Fictional Credit Card Number Wins Stunning $2.5 Million Nonexistent Prize – August 2, 2011

Tuesday, August 2, 2011

• Tuesday, June 28 3:06 p.m. A youth believed to have stolen a candy bar made good his escape, but in the complexity of the heist, overlooked a crucial detail – taking his backpack with him when he escaped the crime scene. When store employees finally looked inside the pack a few days later, they found “various pills.”

5:32 p.m. A man exorcised his ambient issues behind the donut shop, wielding “a sock filled with unknown substance” and threatening passersby. As police responded, someone reported that the sock appeared to be stuffed with rocks, but when they got there he had surrendered it to someone who had left the area.

• Wednesday, June 29 7:51 a.m. A woman went out to her car at 16th and J streets to find the window smashed and her purse taken. She then learned that one of the credit cards had been used at a Valley West gas station overnight.

9:10 a.m. A citizen reported that someone called him asking for his credit card numbers, so he rattled off some bullshit number that he just made up and surprise, surprise – the number “matched” some imaginary list, and he had won $2.5 million! The scammer, apparently not yet aware that the tables had been turned, said he would deduct a $250 fee and come by the guy’s house at noon to drop off the two-and-a-half mil. Police advised the winner not to contact the scammer and to call if he really showed up.

9:51 a.m. An Alliance Road resident reported his unlocked $250 mountain bike stolen from outside his apartment. As it happened though, he had just recovered a different bicycle which he said he had reported stolen Jan. 14. The guy who had the previously stolen bike said he bought it for $250 at a pawn shop in Eureka.

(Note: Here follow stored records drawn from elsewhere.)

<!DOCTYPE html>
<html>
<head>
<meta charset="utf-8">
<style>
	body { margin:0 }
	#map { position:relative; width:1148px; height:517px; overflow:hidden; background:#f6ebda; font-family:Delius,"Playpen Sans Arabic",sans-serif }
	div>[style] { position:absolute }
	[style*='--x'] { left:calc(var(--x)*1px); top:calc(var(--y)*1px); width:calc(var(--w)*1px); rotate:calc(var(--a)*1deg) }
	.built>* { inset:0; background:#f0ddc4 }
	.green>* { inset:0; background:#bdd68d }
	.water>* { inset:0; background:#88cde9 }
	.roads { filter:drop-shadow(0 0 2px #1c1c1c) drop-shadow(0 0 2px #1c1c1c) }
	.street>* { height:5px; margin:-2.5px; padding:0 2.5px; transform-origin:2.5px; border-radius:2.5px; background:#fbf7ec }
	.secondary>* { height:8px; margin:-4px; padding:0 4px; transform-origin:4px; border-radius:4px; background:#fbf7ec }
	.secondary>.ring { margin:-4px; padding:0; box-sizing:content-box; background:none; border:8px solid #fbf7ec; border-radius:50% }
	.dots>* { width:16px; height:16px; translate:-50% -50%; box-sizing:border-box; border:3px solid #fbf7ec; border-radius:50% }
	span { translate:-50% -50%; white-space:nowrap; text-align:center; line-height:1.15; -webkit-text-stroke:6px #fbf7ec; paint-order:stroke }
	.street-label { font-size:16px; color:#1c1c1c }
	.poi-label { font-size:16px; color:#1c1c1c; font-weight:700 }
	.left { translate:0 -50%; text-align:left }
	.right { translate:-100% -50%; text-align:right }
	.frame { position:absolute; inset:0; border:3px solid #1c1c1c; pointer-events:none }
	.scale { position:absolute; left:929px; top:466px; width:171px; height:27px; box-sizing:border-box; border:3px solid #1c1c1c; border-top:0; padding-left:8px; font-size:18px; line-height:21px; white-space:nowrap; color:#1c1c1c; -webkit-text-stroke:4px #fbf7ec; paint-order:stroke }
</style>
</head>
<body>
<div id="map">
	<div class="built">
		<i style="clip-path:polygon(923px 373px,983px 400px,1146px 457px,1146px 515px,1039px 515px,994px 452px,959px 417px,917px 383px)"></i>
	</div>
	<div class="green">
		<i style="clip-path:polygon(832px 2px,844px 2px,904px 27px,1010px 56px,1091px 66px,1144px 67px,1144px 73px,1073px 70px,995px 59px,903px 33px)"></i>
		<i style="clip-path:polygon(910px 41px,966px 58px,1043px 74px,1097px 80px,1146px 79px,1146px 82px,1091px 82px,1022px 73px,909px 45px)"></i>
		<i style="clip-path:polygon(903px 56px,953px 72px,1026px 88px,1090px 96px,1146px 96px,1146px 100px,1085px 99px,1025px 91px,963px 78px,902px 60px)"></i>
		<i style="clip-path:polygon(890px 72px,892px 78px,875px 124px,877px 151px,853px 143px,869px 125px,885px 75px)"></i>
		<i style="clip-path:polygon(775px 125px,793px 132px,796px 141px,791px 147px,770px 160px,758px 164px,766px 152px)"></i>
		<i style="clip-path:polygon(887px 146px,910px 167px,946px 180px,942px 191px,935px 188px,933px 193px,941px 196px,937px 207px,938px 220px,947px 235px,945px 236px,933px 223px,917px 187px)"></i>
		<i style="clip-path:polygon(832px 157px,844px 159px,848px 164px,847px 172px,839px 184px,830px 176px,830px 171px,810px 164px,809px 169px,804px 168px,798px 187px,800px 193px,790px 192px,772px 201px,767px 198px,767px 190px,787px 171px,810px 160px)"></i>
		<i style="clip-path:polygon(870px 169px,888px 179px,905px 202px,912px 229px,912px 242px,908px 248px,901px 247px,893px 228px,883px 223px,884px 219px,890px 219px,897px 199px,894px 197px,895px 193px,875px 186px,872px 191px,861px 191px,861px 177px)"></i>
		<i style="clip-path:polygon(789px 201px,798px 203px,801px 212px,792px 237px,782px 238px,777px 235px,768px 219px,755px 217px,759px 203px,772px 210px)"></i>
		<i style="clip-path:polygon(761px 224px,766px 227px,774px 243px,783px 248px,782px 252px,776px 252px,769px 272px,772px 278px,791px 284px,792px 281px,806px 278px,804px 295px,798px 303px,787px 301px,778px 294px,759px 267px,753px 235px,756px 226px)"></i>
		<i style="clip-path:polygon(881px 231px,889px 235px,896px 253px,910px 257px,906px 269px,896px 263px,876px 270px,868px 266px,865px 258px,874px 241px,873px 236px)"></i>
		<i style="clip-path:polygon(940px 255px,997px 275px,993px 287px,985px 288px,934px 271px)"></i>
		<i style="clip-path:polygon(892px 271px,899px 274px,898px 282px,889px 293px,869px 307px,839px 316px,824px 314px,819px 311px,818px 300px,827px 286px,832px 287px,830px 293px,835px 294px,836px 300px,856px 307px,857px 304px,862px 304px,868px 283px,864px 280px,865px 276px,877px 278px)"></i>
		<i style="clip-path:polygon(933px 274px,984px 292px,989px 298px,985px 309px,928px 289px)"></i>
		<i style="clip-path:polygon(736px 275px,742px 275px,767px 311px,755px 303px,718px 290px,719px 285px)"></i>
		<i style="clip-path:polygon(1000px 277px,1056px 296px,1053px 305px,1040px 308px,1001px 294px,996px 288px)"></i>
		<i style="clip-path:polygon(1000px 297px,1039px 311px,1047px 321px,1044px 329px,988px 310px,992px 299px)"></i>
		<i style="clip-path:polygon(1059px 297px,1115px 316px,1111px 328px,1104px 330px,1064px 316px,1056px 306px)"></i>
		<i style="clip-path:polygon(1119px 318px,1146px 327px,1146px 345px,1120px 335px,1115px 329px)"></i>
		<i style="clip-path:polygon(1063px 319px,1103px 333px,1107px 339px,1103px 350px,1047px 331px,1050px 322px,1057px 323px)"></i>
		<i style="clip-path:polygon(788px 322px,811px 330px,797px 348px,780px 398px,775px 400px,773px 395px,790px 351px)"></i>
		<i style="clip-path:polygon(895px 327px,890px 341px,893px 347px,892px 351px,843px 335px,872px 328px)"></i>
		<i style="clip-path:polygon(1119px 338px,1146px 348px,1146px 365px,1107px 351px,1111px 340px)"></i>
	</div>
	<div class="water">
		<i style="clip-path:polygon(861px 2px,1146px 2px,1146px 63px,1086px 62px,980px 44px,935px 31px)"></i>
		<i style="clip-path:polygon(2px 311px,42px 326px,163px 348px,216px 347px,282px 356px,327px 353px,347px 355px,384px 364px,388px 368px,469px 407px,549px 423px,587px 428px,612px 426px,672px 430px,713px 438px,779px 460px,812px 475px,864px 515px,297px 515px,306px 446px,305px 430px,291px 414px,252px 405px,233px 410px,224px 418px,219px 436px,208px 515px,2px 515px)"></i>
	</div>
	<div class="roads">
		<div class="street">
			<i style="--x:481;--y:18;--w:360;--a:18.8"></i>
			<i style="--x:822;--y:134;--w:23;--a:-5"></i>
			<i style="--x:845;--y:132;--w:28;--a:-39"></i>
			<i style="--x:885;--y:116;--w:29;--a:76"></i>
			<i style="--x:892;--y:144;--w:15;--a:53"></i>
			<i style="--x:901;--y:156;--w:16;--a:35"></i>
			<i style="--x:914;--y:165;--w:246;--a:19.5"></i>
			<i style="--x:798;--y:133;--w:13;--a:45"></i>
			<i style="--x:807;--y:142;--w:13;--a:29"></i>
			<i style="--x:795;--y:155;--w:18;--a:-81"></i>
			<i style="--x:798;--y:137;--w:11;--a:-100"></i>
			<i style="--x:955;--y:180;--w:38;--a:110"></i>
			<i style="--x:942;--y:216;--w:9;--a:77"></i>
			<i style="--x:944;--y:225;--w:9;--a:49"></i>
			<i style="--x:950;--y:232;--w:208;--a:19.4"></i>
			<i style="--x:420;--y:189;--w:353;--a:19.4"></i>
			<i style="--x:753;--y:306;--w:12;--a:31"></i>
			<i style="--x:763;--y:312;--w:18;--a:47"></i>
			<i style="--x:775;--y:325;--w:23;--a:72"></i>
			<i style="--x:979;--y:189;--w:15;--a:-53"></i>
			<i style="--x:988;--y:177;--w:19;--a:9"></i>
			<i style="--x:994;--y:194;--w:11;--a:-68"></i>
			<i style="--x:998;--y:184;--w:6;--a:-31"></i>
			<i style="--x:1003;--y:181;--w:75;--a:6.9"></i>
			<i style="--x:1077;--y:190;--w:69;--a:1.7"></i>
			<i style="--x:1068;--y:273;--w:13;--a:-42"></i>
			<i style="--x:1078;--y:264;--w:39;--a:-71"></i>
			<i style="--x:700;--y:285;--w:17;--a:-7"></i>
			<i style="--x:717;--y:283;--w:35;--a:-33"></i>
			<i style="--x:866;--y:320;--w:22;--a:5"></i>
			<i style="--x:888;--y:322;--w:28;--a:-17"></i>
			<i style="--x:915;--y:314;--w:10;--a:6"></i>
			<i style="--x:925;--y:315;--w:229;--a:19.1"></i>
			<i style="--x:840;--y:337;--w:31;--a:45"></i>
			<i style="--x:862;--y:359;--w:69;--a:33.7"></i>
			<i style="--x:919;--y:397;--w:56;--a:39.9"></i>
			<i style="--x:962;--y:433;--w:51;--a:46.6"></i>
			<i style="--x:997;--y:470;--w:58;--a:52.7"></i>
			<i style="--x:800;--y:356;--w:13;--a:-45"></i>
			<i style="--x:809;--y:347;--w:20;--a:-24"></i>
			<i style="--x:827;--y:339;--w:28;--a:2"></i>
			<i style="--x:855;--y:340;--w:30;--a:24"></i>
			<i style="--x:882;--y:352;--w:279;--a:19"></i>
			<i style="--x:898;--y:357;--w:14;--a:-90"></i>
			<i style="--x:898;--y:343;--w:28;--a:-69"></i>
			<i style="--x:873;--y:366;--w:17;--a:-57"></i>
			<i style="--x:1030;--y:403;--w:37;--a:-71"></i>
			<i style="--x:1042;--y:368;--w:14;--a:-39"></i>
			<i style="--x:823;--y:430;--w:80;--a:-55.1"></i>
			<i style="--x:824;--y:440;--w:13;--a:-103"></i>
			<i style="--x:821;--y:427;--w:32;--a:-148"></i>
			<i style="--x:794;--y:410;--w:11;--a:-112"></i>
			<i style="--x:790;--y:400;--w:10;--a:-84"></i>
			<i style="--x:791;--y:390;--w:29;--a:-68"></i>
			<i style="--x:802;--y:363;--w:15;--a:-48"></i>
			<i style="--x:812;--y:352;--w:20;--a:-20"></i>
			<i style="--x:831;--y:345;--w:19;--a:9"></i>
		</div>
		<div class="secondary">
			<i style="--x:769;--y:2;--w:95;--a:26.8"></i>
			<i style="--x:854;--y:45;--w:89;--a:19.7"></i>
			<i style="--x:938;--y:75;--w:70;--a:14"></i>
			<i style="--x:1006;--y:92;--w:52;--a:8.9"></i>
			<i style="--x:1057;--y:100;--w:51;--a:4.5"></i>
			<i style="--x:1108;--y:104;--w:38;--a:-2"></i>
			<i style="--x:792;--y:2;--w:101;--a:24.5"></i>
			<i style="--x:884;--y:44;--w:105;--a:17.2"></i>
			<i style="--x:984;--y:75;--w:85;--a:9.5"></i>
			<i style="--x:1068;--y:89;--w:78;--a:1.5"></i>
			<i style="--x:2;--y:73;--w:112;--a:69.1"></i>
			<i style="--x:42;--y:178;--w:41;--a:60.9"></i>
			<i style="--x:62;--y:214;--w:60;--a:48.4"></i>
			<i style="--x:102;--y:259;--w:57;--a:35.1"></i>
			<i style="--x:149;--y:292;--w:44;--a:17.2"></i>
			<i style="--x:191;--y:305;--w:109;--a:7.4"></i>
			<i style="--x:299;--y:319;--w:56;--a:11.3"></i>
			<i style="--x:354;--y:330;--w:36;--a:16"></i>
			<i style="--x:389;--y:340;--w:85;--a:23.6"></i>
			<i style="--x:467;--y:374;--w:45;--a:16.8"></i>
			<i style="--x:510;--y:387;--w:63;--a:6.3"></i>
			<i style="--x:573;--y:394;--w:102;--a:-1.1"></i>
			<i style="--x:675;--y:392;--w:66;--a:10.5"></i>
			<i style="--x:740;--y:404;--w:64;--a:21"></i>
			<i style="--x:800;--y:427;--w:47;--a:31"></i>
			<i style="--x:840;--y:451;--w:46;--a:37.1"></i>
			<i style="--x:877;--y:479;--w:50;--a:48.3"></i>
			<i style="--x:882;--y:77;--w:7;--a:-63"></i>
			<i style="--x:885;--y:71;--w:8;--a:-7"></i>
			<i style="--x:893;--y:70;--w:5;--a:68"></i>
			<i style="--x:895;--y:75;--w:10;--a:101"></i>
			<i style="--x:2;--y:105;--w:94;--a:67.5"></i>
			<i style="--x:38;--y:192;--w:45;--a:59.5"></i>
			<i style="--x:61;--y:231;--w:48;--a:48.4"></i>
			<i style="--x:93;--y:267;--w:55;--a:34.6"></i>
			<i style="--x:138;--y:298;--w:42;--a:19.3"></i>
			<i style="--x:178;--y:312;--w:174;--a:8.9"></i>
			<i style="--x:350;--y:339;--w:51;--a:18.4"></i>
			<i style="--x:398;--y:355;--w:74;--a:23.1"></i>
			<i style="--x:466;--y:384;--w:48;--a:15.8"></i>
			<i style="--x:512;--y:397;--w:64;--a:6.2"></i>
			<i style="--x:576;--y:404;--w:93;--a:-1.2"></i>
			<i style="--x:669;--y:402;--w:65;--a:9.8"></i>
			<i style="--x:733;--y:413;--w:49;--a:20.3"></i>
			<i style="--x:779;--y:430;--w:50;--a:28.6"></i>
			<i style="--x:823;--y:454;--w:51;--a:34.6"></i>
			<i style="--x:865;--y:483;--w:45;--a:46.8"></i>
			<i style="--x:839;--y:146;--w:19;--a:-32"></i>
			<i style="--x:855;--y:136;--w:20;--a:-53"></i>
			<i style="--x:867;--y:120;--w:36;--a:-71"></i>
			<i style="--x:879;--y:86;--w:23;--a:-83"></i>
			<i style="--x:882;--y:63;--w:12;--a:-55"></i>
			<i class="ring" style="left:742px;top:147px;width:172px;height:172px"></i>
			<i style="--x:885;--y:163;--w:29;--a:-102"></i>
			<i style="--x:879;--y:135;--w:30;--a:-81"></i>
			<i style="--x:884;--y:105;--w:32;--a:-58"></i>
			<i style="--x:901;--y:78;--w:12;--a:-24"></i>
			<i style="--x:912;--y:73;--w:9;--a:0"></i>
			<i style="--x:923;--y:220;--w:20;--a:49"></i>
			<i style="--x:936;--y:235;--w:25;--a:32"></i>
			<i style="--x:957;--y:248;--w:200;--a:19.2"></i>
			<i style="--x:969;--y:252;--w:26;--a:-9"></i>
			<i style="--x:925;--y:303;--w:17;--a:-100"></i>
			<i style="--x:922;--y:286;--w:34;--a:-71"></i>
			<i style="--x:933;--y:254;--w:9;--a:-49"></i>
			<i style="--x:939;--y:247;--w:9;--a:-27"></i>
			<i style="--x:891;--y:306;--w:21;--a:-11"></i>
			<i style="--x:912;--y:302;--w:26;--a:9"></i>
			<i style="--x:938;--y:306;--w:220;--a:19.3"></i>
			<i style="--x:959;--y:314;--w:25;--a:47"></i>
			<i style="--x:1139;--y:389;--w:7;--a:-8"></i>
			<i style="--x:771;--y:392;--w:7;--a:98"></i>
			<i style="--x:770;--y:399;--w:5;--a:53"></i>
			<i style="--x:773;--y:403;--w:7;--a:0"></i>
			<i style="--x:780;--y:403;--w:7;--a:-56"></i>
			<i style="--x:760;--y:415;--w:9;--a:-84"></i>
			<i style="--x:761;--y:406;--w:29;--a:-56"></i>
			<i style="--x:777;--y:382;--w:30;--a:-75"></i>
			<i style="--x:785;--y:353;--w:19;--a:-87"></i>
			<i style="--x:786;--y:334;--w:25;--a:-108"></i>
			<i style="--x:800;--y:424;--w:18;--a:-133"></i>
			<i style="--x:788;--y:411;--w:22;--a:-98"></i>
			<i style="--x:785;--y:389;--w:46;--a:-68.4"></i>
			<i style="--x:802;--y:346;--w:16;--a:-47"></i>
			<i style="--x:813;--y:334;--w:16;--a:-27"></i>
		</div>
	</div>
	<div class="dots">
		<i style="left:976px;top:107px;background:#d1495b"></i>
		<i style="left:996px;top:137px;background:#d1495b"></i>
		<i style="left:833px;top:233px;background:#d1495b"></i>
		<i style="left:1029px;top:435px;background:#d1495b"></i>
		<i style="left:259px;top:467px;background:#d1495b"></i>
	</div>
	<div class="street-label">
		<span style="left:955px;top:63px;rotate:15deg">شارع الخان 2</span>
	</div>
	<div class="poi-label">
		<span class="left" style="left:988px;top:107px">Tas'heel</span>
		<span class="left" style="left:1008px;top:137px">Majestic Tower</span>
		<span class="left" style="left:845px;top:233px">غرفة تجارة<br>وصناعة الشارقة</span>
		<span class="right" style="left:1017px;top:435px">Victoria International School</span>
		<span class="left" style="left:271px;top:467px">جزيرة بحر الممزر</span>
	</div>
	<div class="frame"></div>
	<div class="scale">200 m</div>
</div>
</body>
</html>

10:40 a.m. A Buttermilk Lane resident called about a scam attempt she had received by mail.

2:14 p.m. A Bayside Road resident reported receiving an unexpected check in the mail for $2,200.

3:02 p.m. A woman brought police checks which had been sent to her mother from out of the country. She hadn’t sent any money to the source.

• Friday, July 1 5:58 a.m. A suspected nutjob was reported flinging a black satchel against walls at a Sunny Brae shopping center.

8:03 a.m. A possibly rabid skunk occupied a porch on Spruce Way and didn’t want to move.

10:41 a.m. A man came to the station complaining that he was being “treated unfairly” at a Plaza bar. He was told not to go back there.

12:59 p.m. A woman said her elderly mother had received five phone calls so far this day from someone claiming to represent “Donald Trump Corp.” who was going to fly out to Arcata from Las Vegas with two state troopers to deliver money. She was told to have the phone company block the caller, and that extra patrols would be ordered for the mom’s house. An officer called the TrumpCo rep’s number and it went to voice mail with a Jamaican-accented woman’s voice.

4:32 p.m. Someone tampered with locks at a Uniontown business.

4:48 p.m. Arcata Fire personnel cleaning up their new fire station site off Sunset Avenue found all kinds of mail for different addresses which looked like it had been stolen. Police re-mailed the mail to its addressees.

5:44 p.m. A man claimed that he’d dropped a $100 bill on the sidewalk at a Uniontown shopping center when a man swooped down and snatched it. The two argued briefly before the Benjamin bagger boogied.

10 p.m. When a gardener mowed a Stewart Avenue lawn, the mower kicked up a rock that shattered the outside pane of a sliding window. On arriving home, the resident momentarily thought a burglary had occurred, but it was just a wacky mixup.

• Saturday, July 2 3:40 a.m. Police found an unoccupied car with its ignition exposed in Redwood Center – it didn’t take Scotland Yard to suspect an unreported theft.

9:35 a.m. An Alliance Road business reported the theft of $650 the previous day. A clerk who had been “reorganizing the till” apparently left it exposed to several customers at one point.

1:08 p.m. A tipsy-sounding man called 911 saying that he had just bought his wife a new car. She works at a county agency, and he said the 911 dispatcher needed to tell her to go to the car dealership to pick up her car when she arrives for work. He was told to contact her place of employment rather than 911.

5:57 p.m. A Diamond Drive resident noticed people sleeping in a car by his mailbox, the vehicle’s trunk held shut with a confidence-inspiring bungee cord. The resident lodged an inquiry as to their sleeping habits, earning a harsh rebuke, as though the streetside slumberers were operating a mobile argument service. They left, but afterward the resident thought back to a few days earlier, when a different sleazemobile had been seen loitering in the area, and wondered whether area houses were being cased for burglary.

7:49 p.m. A beige and white bag of kittens was reported on the side of the road near Redwood park. Police couldn’t find it.